* **Work to be completed**: The whole listing needs to be written out exactly, except for any images.
↓
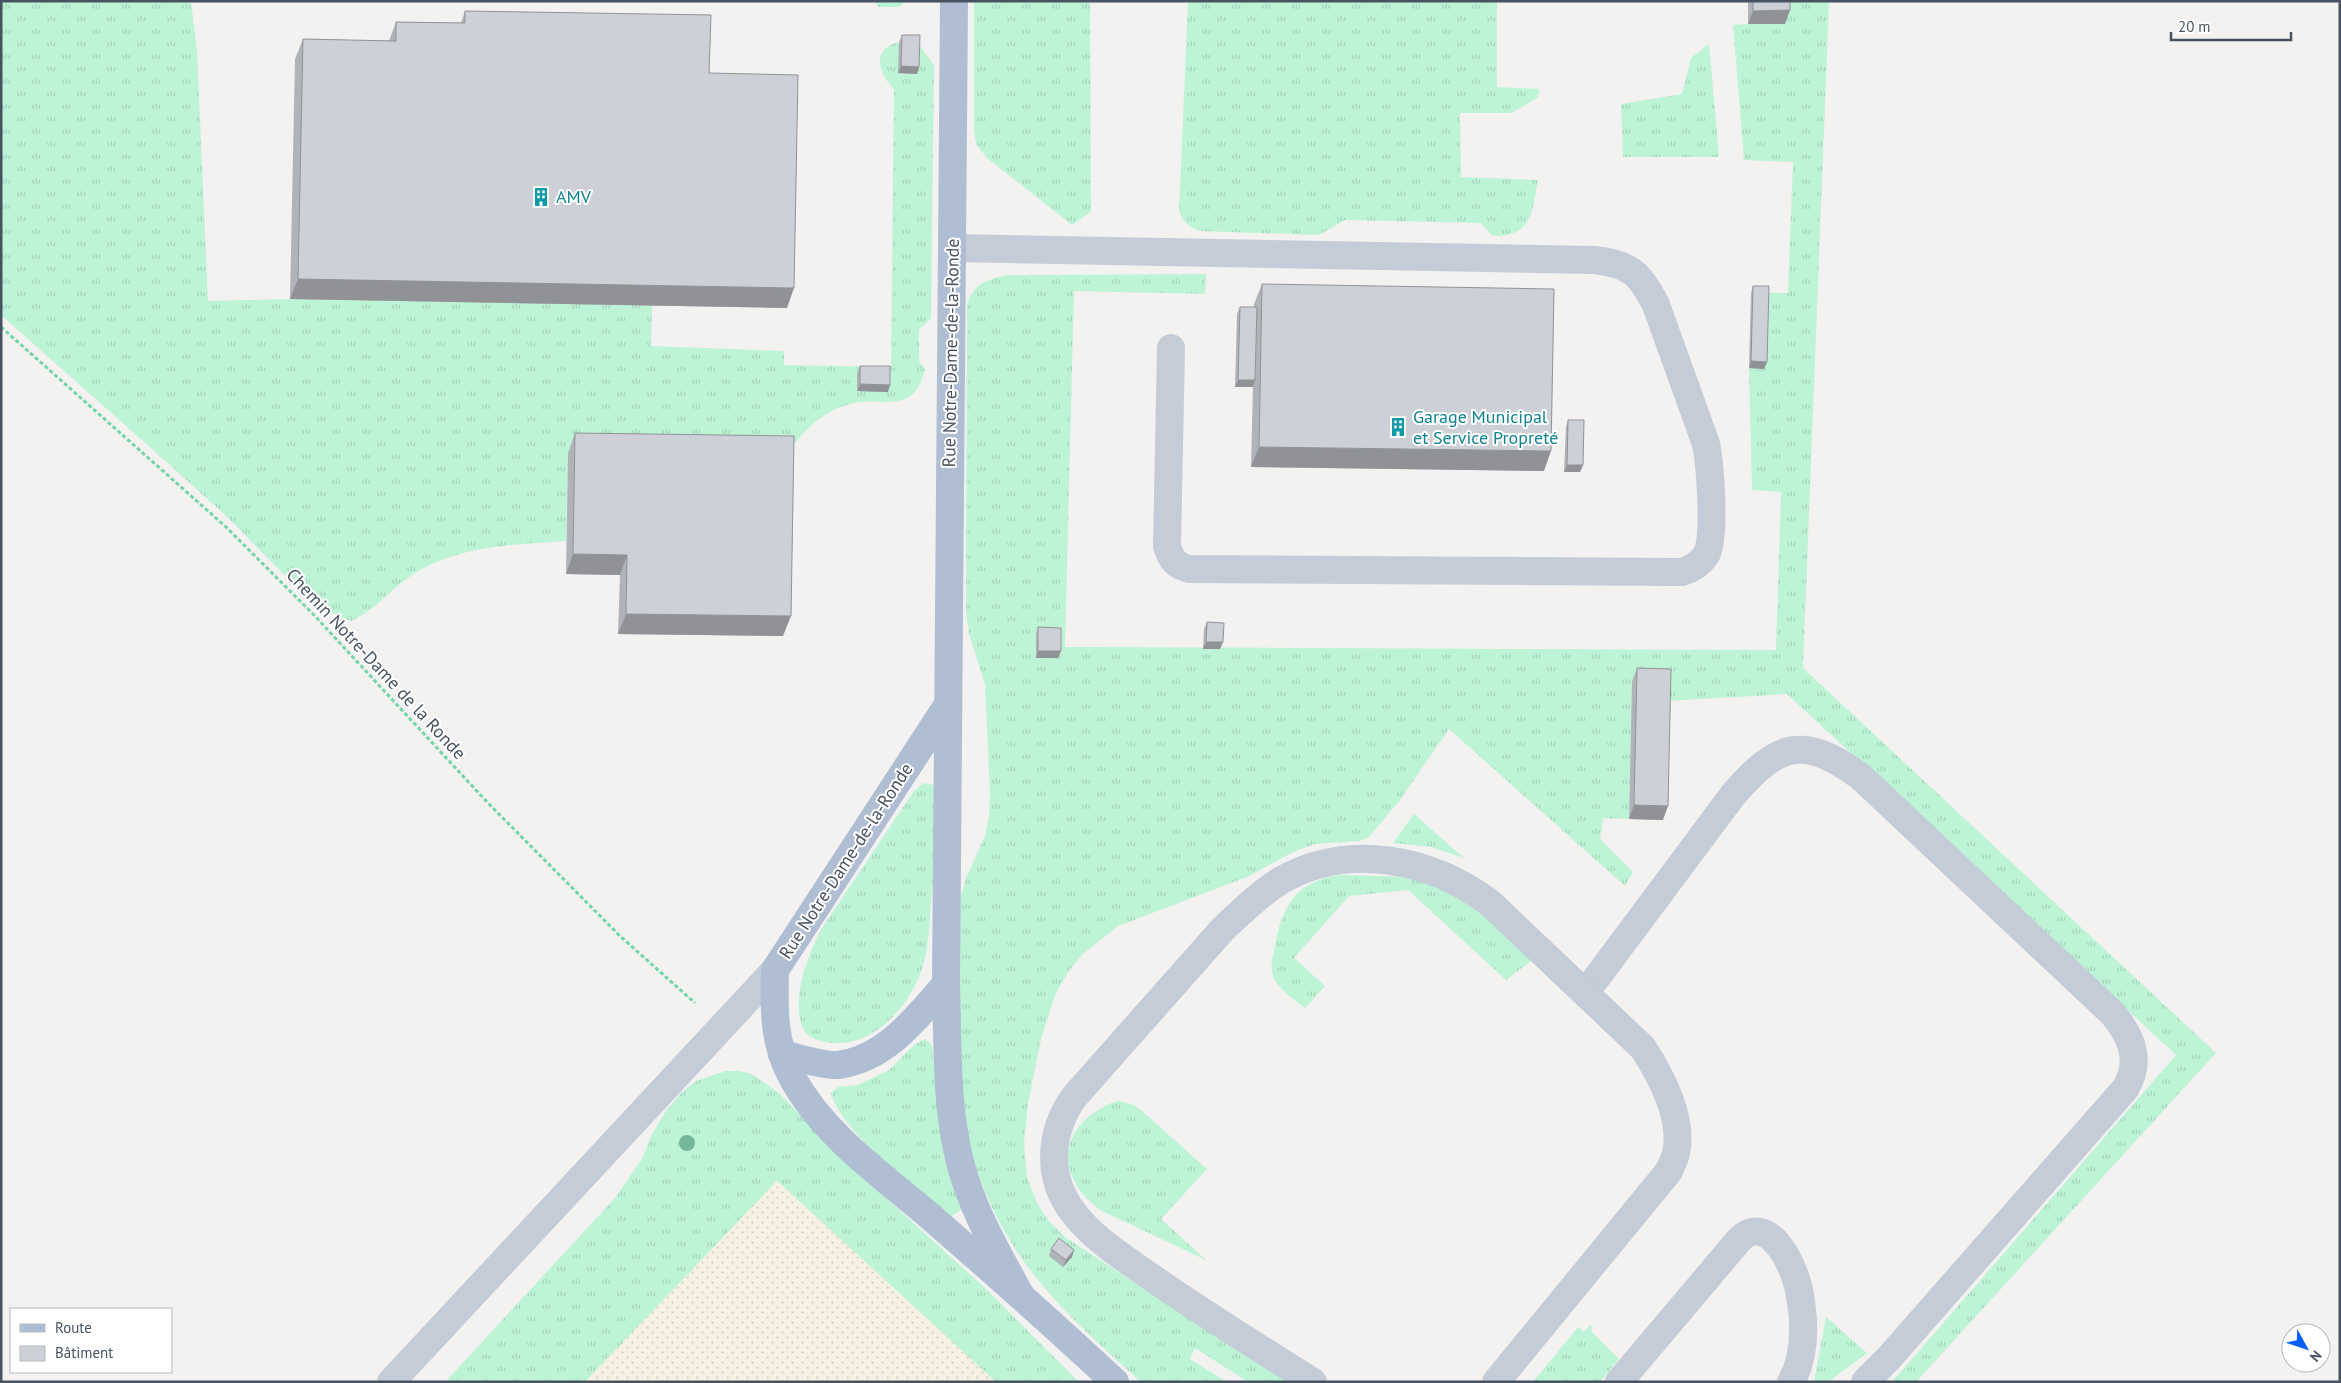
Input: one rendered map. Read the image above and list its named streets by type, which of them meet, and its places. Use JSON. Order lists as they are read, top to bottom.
{
  "streets": {
    "main road": ["Rue Notre-Dame-de-la-Ronde"],
    "path": ["Chemin Notre-Dame de la Ronde"]
  },
  "places": {
    "building": ["AMV", "Garage Municipal et Service Propreté"]
  },
  "legend": ["Route", "Bâtiment"],
  "scale_bar": "20 m",
  "north": "bottom right"
}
↑
* **Task output**:
Input: one rendered map. Read the image above and list its named streets by type, which of them meet, and its places. Use JSON. Order lists as they are read, top to bottom.
{
  "streets": {
    "main road": ["Rue Notre-Dame-de-la-Ronde"],
    "path": ["Chemin Notre-Dame de la Ronde"]
  },
  "places": {
    "building": ["AMV", "Garage Municipal et Service Propreté"]
  },
  "legend": ["Route", "Bâtiment"],
  "scale_bar": "20 m",
  "north": "bottom right"
}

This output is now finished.